A planned cut to business rate rises in England has been brought forward by two years to 2018 by the chancellor.
From April, rates will rise in line with the lower Consumer Prices Index (CPI) measure of inflation, not the Retail Prices Index (RPI).
The move is worth £2.3bn to businesses over the next five years, Chancellor Philip Hammond said.
But Adam Marshall, director general of the British Chambers of Commerce (BCC), said “more remains to be done”.
He said the chancellor’s decision would lessen the impact of rate rises on hard-pressed firms, but that wider questions remained over Brexit.
“Businesses will expect greater boldness from the chancellor – and more radical support for infrastructure and investment – once a Brexit transition period is secured,” he said.
In his Budget speech, Mr Hammond said the move would help the UK’s 5.5 million small businesses – which he said showed “extraordinary vibrancy and resilience” but “are feeling under pressure right now”.
Business rates, a property tax based on rental values, were due to go up next year in line with September’s RPI of 3.9%, while CPI was 3% that month.
Mr Hammond said the move would save businesses a total of £2.3bn over five years.
Helen Dickinson, chief executive of the British Retail Consortium, which campaigned for the switch alongside the BCC, said the move to CPI was “hugely welcome and positive”.
She said: “It’s clear that the chancellor has listened to the retail industry and the growing chorus from across business and commercial life who have spoken up in favour of action to mitigate rising rates bills.
“Crucially, this relief will unleash investment that retailers want to direct towards the needs of their customers.”
Mr Hammond also promised a change in the law that led earlier this year to companies receiving much higher rates bills if their offices were in communal blocks and spread over several floors or separated by corridors shared with other occupiers.
A Supreme Court ruling on the definition of a single business space meant that small businesses using multiple spaces in a building were billed for rates as if they were separate premises. The higher charges were also backdated.
The Federation of Small Businesses said the end of what was dubbed “the staircase tax” would “throw a lifeline to thousands of small firms that had no time to prepare for this completely unfair and retrospective levy”.
Mr Hammond said the change in the law would also be backdated, to compensate firms for the extra charges.
The two measures will help ease the impact of higher business rates, which rose sharply for many firms in April this year.
The change in rates reflected the first adjustment of rateable property values for seven years.
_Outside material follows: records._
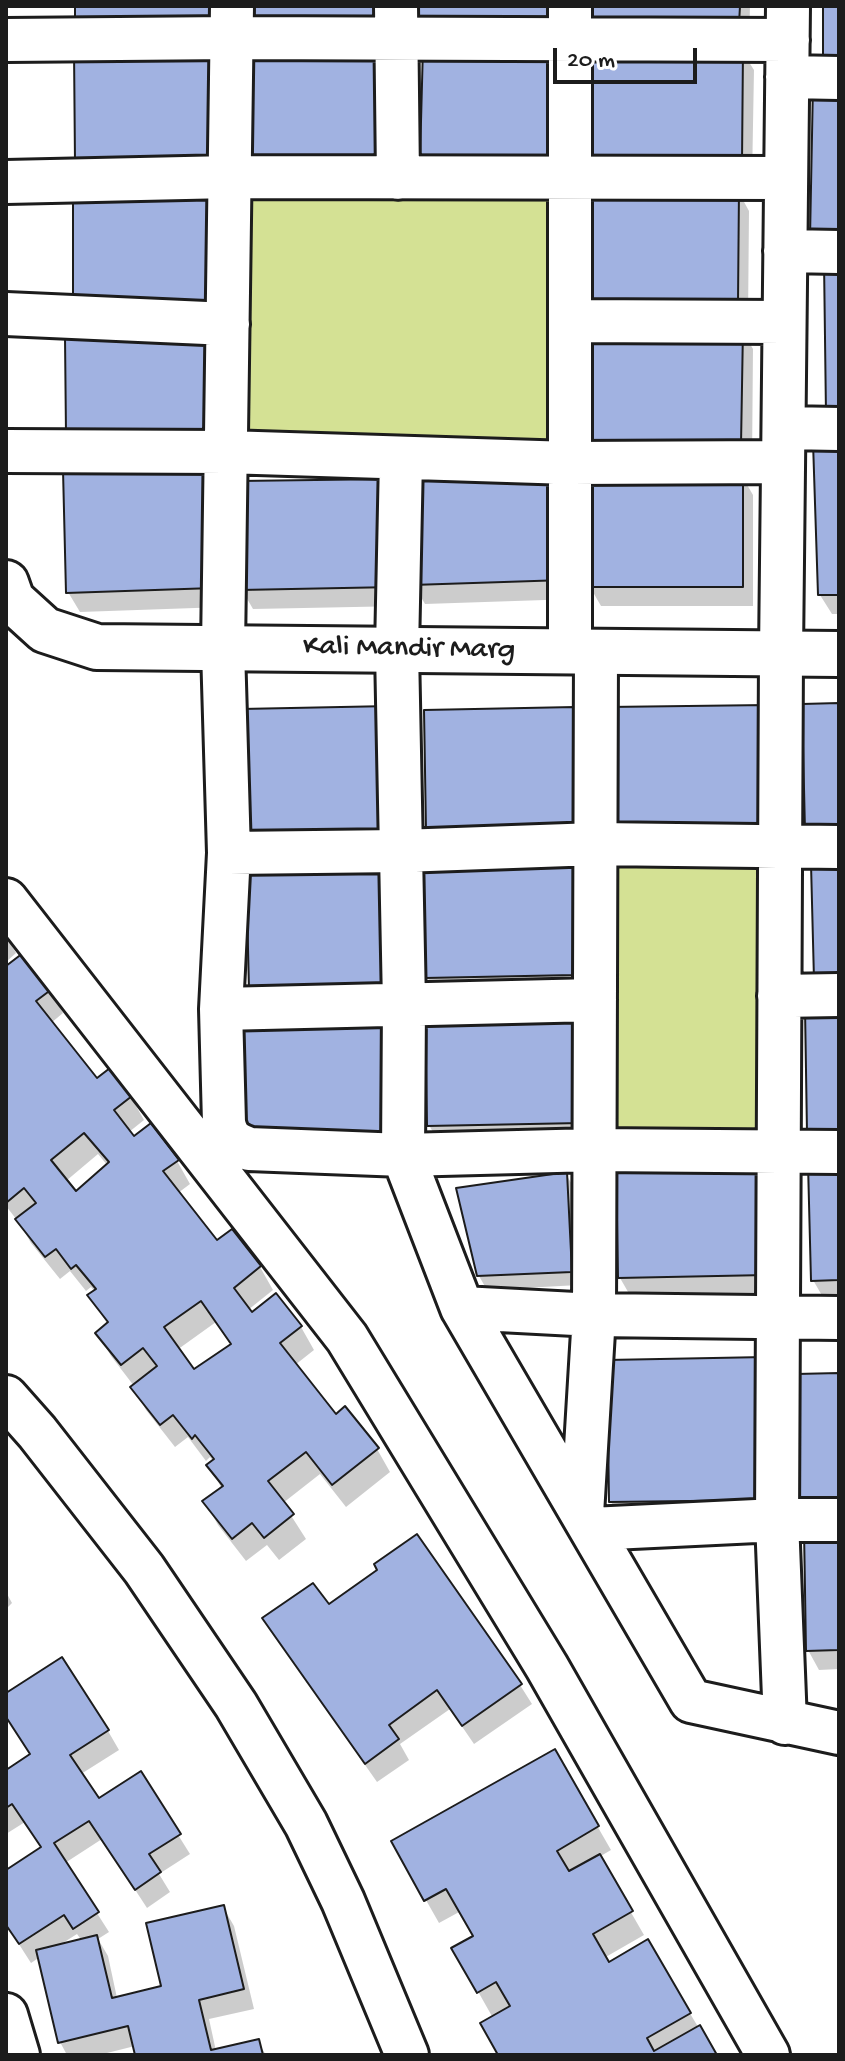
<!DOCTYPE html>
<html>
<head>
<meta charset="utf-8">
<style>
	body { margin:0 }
	#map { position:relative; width:845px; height:2061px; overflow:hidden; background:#fff; font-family:"Gochi Hand",sans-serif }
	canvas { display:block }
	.frame { position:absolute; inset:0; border:8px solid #1c1c1c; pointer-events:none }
	.scale { position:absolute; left:553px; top:48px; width:144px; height:36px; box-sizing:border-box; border:4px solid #1c1c1c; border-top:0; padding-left:10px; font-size:24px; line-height:28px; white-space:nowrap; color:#1c1c1c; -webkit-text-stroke:6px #fff; paint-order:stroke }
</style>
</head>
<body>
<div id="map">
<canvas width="845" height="2061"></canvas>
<div class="frame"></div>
<div class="scale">20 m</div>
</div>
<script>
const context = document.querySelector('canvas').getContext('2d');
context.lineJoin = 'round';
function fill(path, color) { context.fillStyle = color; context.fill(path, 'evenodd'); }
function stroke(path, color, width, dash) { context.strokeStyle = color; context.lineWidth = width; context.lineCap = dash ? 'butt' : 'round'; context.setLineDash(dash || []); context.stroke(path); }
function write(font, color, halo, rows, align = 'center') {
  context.font = font + ' "Gochi Hand",sans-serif'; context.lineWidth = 8; context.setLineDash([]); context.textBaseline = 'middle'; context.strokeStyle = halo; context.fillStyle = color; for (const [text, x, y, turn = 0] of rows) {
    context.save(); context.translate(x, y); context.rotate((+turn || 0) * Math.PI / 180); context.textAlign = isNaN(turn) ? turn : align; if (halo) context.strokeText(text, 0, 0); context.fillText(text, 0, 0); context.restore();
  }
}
fill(new Path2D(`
	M235,194l322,3 -3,249 -322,-3z
	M611,858h154l1,277 -153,1z`), '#d4e194');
fill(new Path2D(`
	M595,6h155l-1,37z
	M592,49l150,2 12,19 -2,111z
	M738,191l11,20 -1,110 -146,-2 -11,-19z
	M742,330l11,19 -1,115 -148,-1z
	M839,444v170h-7l-12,-19z
	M208,467l16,140 -144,5 -12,-20z
	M742,476l11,19v111h-152l-11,-19z
	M410,480l165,119 -150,5 -11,-19z
	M240,483l165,123 -152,3 -11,-19z
	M572,861l11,20 2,113 -147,3 -11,-20z
	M6,936l10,17 -10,9z
	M6,968l44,22 13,23 -12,10 45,57 35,17 13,23 -15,12 5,7 43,22 13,23 -12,9 39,50 43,24 13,23 -25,20 4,5 24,-19 25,31 13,23 -19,15 41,52 41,32 13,23 -44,35 -26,-33 -37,29 23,36 -27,21 -12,-15 -21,16 -28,-36 -13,-23 17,-13 -13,-24 5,-3 -4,-5 -4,4 -18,-24 -13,10 -29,-37 -13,-23 1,-1 -23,-30 -13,-23 10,-8 -18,-29 5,-4 -4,-5 -5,4 -16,-20 -10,8 -29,-36 -11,-19 -14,-18zM98,1154l10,12 -32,28 -10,-13zM216,1322l16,24 -39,26 -16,-22z
	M578,1011l13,131 -151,3 -11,-20z
	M763,1162l14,132 -146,3 -11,-19z
	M839,1165v134h-15l-11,-19z
	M566,1174l8,14 5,97 -92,5 -8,-14z
	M839,1375v142h-27l-11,-19z
	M776,1379l2,140 -155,2 -12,-19z
	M839,1531v138l-20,1 -11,-20z
	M416,1537l104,148 12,19 -58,40 -24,-35 -50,35 9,16 -32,22 -101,-144 -11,-19 63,-12 52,-36z
	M6,1592l6,11 -6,6z
	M6,1696l102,35 11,19 -38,24 17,27 42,-27 50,80 -31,20 11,18 -23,16 -45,-69 -37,24 44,69 -11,7 10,17 9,42 47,-11 59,-80 11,19 20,83 -45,10 7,32 42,-9 8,13h-129l-2,-9 -36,9h-32l-7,-13 -20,-85 -9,6 -25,-39v-51l37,-24 -18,-27 -19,12v-62l26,-17 -26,-40zM77,1934l5,7 -24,5z
	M554,1751l57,99 -12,7 45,78 -40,23 4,6 39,-22 68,113h-215l-7,-37 -39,-69 21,-12 -14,-26 -22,12 -46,-81z`), '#0003');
const building = new Path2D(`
	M75,6h150v17h-150z
	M242,6h145v16l-145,1z
	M411,6h144v17l-144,1z
	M593,6h147l-1,18 -147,-5z
	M823,6h16v57h-16z
	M386,41l2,118 -142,3 -2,-119z
	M423,46l136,3 -2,113 -137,-3z
	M224,47l1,115 -150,1 -1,-114z
	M590,47l153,2 -1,113 -153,-1z
	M813,84h26v154h-29z
	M221,184l1,117 -149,1v-117z
	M590,187l149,2 -1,113 -149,-2z
	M824,261h15v154h-13z
	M592,326l151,2 -2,117 -151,-1z
	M211,334l2,99 -147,2 -1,-98z
	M813,442h26v153h-21z
	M209,465l5,123 -148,5 -3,-123z
	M561,473l4,107 -153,5 -4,-107z
	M588,474h155v113h-155z
	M393,479l2,108 -155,3 -2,-109z
	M839,703v127l-34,1 -3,-127z
	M768,705l2,124 -161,3 -2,-125z
	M391,706l2,130 -150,2 -2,-129z
	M575,707l2,120 -151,4 -2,-121z
	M573,859l2,116 -150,3 -2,-116z
	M390,863l2,124 -143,3 -3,-124z
	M811,864h28v116h-25z
	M23,953l29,36 -16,12 61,77 13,-10 22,28 -18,14 20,26 17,-13 28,37 -16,11 54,69 15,-11 29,37 -27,22 18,24 24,-19 26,33 -22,17 56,71 9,-8 34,42 -47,37 -26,-33 -38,29 26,33 -30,24 -12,-15 -20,16 -30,-38 21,-15 -17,-21 8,-6 -19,-24 -3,4 -19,-24 -13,10 -30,-38 27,-21 -14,-18 -22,17 -26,-32 13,-11 -21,-27 9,-6 -20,-24 -5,4 -15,-20 -11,8 -30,-38 21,-16 -12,-15 -18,15v-237zM84,1133l25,29 -33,29 -25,-31zM201,1301l30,43 -37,25 -30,-42z
	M839,1007v126h-32l-2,-125z
	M579,1009l2,114 -154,3 -2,-115z
	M385,1017l2,117 -156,2 -1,-116z
	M764,1159l3,116 -149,3 -2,-116z
	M839,1163v117l-28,1 -3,-117z
	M567,1172l5,100 -95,4 -21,-88z
	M766,1357l2,143 -159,2 -2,-142z
	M839,1373v125h-40l-3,-124z
	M839,1529v121l-33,1 -2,-121z
	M417,1534l105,150 -60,42 -25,-36 -48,35 10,14 -34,25 -103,-146 51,-35 16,21 48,-34 -3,-6z
	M62,1657l47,73 -39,25 29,43 42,-27 40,63 -32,20 12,18 -26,18 -46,-69 -35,22 45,69 -26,17 -9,-14 -45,29 -13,-19v-55l35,-23 -29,-43 -6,4v-38l24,-16 -24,-37v-24z
	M555,1749l44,77 -42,25 12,20 31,-17 33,57 -40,23 16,28 39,-23 43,74 -44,25 7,13 46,-26 17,30h-219l-18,-32 30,-17 -14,-24 -19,11 -26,-45 22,-12 -27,-47 -22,12 -33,-60z
	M224,1905l20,84 -45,11 12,50 48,-11 4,16h-128l-7,-29 -70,17 -22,-93 61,-15 15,63 49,-12 -15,-63z`);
fill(building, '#a1b2e1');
stroke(building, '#1c1c1c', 2);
const minor = new Path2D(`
	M232,6l-9,643 6,204 -8,156 3,114c4,17 10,20 25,26l154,6 192,-5 244,2
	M396,6l2,172
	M570,6v646
	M6,40l226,-2 556,2
	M787,77l52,1
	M6,182l224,-5 556,1
	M785,251l54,1
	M6,314l222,10
	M570,321l214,1
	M784,428l55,1
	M6,451l220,1 344,11 213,-1
	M401,458l-4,192 7,354 -1,151 59,153 132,7 245,3
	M229,853l172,-2 195,-7 243,3
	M6,900l341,438 200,329 221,388
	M779,996l60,-1
	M221,1009l374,-9
	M462,1308l229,393 148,32
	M6,1397l31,35 107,137 92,136 70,119 37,77 64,154
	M582,1514l12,-199 2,-663
	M591,1529l186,-9h62
	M785,1723l-8,-203 4,-866 7,-648
	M6,2015l12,40`);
const tertiary = new Path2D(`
	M6,583l6,17 33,30 52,17 742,7`);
stroke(minor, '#1c1c1c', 48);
stroke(tertiary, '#1c1c1c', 50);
stroke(minor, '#fff', 42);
stroke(tertiary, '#fff', 44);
write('30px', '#1c1c1c', '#fff', [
	["Kali Mandir Marg",409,650,1]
]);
</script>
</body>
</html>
Retailers in city centres where property prices have risen most, were hardest hit, on top of challenges from the weaker pound affecting the cost of importing goods and increasing competition from online retailers.
Mr Hammond said from now on revaluations would take place every three years, rather than the planned five-year period.
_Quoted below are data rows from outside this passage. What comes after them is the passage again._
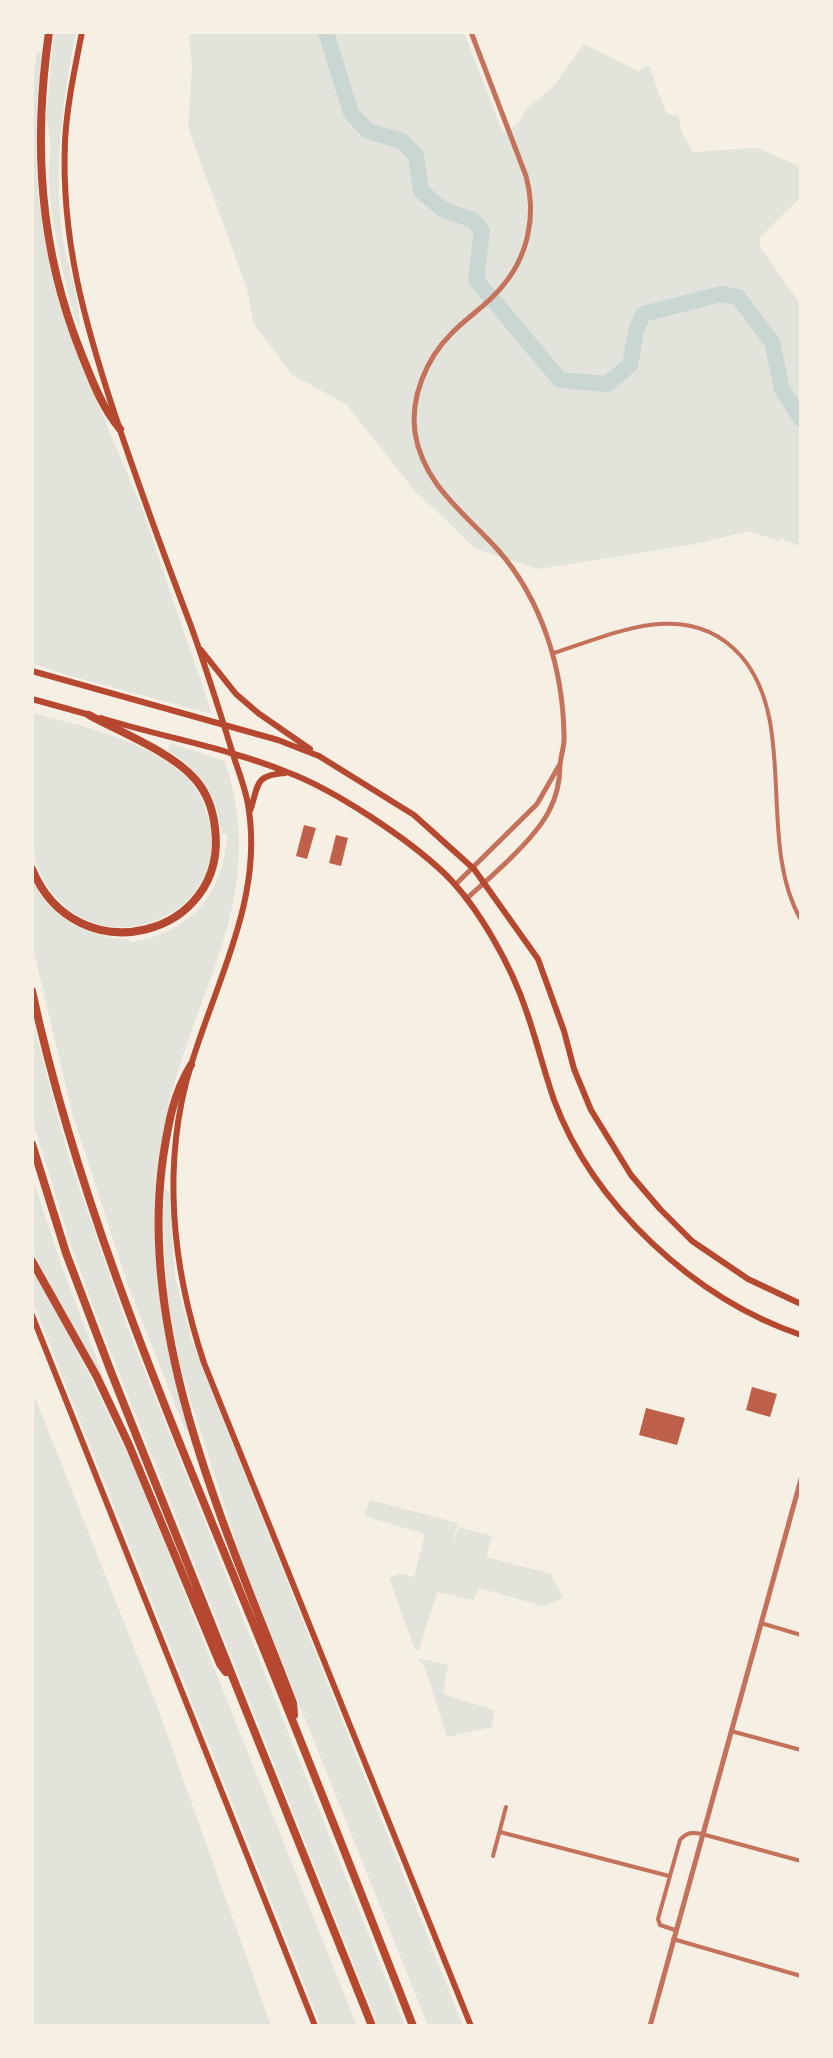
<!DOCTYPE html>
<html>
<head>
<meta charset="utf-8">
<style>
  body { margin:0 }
  #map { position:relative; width:833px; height:2058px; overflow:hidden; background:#f6efe4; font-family:Poppins,sans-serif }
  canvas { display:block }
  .frame { position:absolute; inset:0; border:34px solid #f6efe4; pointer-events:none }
</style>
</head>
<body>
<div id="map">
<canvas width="833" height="2058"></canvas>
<div class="frame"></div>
</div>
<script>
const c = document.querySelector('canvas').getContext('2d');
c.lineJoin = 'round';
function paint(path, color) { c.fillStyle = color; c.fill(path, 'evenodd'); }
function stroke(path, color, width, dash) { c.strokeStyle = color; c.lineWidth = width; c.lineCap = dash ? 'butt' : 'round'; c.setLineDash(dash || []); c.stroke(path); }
paint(new Path2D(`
  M 54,32 L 76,32 C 63,97 53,167 62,233 C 65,257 83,310 79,329 C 63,282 53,232 49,183 C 48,164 54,140 46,122 Z
  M 189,32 L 464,32 L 503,133 L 517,125 L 528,107 L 553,87 L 584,44 L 639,71 L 649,65 L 666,113 L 678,116 L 682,132 L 693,152 L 757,148 L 801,167 L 801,197 L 760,237 L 760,247 L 801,305 L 801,547 L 781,538 L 778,541 L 749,531 L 690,545 L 538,569 L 476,549 L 413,489 L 346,404 L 292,375 L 254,324 L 247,289 L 188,128 L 192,68 Z
  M 37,52 L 42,53 L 37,104 L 36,158 L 38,197 L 47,252 L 58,297 L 79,359 L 141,506 L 212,714 L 60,673 L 32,663 L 32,87 Z
  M 32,713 C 81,726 137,737 178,770 C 193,781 202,797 207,814 C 241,916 87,979 39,870 C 25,838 32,751 32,713 Z
  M 170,743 L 225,761 C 270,898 195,986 167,1113 C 144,1221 156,1325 190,1430 L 185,1430 L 128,1285 L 73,1116 L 32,944 L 32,881 C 53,918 85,937 127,939 L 132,942 C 191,932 224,894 227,834 L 222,834 C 218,798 200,769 168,751 Z
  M 32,1020 L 68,1155 L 128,1329 L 405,2026 L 378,2026 L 98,1320 L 70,1243 L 32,1118 Z
  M 32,1176 L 61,1264 L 103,1375 L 100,1377 L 32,1250 Z
  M 165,1190 L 169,1190 L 175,1276 L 191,1338 L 463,2026 L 428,2026 L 243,1564 L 191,1402 L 178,1359 L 167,1294 L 163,1219 Z
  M 32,1268 L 72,1340 L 136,1472 L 357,2026 L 321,2026 L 32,1300 Z
  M 32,1390 L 156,1703 L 271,2026 L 32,2026 Z
  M 370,1500 L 458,1523 L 451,1547 L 459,1527 L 492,1536 L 486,1557 L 551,1574 L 563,1598 L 543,1606 L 479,1588 L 473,1600 L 437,1592 L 419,1650 L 415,1650 L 389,1578 L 400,1574 L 414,1577 L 425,1534 L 364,1516 Z
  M 417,1658 L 448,1665 L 443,1694 L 494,1710 L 492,1727 L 447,1737 L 424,1665 Z`), '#e2e4dc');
stroke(new Path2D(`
  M 326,32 L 351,113 L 368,131 L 402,141 L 416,156 L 421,191 L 444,210 L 473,220 L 482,231 L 476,280 L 560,380 L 607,384 L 630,365 L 636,331 L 643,314 L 721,294 L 738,297 L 772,342 L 782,389 L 801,419`), '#c9d6d2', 16);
paint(new Path2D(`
  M 304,825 L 316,828 L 307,859 L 296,856 Z
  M 336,835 L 348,838 L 341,866 L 329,863 Z
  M 752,1387 L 777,1394 L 770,1417 L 746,1410 Z
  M 646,1408 L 685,1418 L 677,1445 L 639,1435 Z`), '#bf614a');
stroke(new Path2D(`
  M 554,653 C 616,633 689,597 741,656 C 799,723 756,842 801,920
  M 761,1623 L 801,1635
  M 731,1731 L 801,1750
  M 500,1832 L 669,1876
  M 493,1856 L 506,1807
  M 675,1930 L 660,1925 L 658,1919 L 680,1840 C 687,1832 692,1832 702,1834 L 801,1861
  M 673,1939 L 801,1976`), '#c5725c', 4);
stroke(new Path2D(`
  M 455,885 L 537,804 L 560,764
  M 466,899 C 490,878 535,839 549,811 C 557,796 560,781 560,765 C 561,754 565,745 564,735 C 563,669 542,600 498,550 C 464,512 424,486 415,433 C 410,398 426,359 451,334 C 466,318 486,306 500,289 C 528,258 537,215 526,176 L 471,32
  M 650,2026 L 801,1479`), '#c5725c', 5);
stroke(new Path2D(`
  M 82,32 C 75,68 67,104 65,141 C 61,239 84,320 114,412 C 138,484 164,555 191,626 C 206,668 219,709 232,751 C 238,771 247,791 249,811 C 262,900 216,982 191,1065 C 161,1163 172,1267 204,1363 L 471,2026
  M 201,650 L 236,694 L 258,713 L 310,749
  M 32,671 L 278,740 L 319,756 L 414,815 L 474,869 L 538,959 L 564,1031 L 574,1069 L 591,1110 L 631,1175 L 660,1209 L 692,1241 L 748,1279 L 801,1304
  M 32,699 L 90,715
  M 101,718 C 162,737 227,748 287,772 C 335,790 407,838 444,873 C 479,907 512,967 527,1013 C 537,1042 544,1071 554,1100 C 593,1205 695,1299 801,1335
  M 250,811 C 259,786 253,775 285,773
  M 32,1315 L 315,2026`), '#b5482f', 6);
stroke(new Path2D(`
  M 49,32 C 33,144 39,247 81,353 C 92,380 101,406 120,429
  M 32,869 C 76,976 229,937 215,828 C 213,810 207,792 194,778 C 171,752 120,732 89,715
  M 32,991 C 77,1198 159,1393 239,1589 C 299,1734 356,1880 413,2026
  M 191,1065 C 173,1094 168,1125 163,1158 C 137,1342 229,1535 293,1703 L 294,1715
  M 32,1144 L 66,1253 L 111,1372 L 372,2026
  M 32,1261 L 97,1377 L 129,1445 L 220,1664 L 226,1672`), '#b5482f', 8);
</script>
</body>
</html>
The move to bring forward the linking business rates to the lower measure of inflation will mean bills are lower than they would have been over the next two years.
According to Deloitte, a business in a London office block with a rateable value of £5.9m, would pay £3.07m in rates next year instead of £3.09m due to the change.
A typical shop in Manchester’s Trafford Centre, with a rateable value of £347,500, would pay £171,000 instead of £172,700.
Gerry Biddle, director of business rates at Deloitte Real Estate, said the announcement “will be welcomed by hard-pressed business occupiers”.
Mr Hammond also said he would also extend a £1,000 discount on business rates for small pubs for another year until March 2019. It applies to pubs with a rateable value of less than £100,000.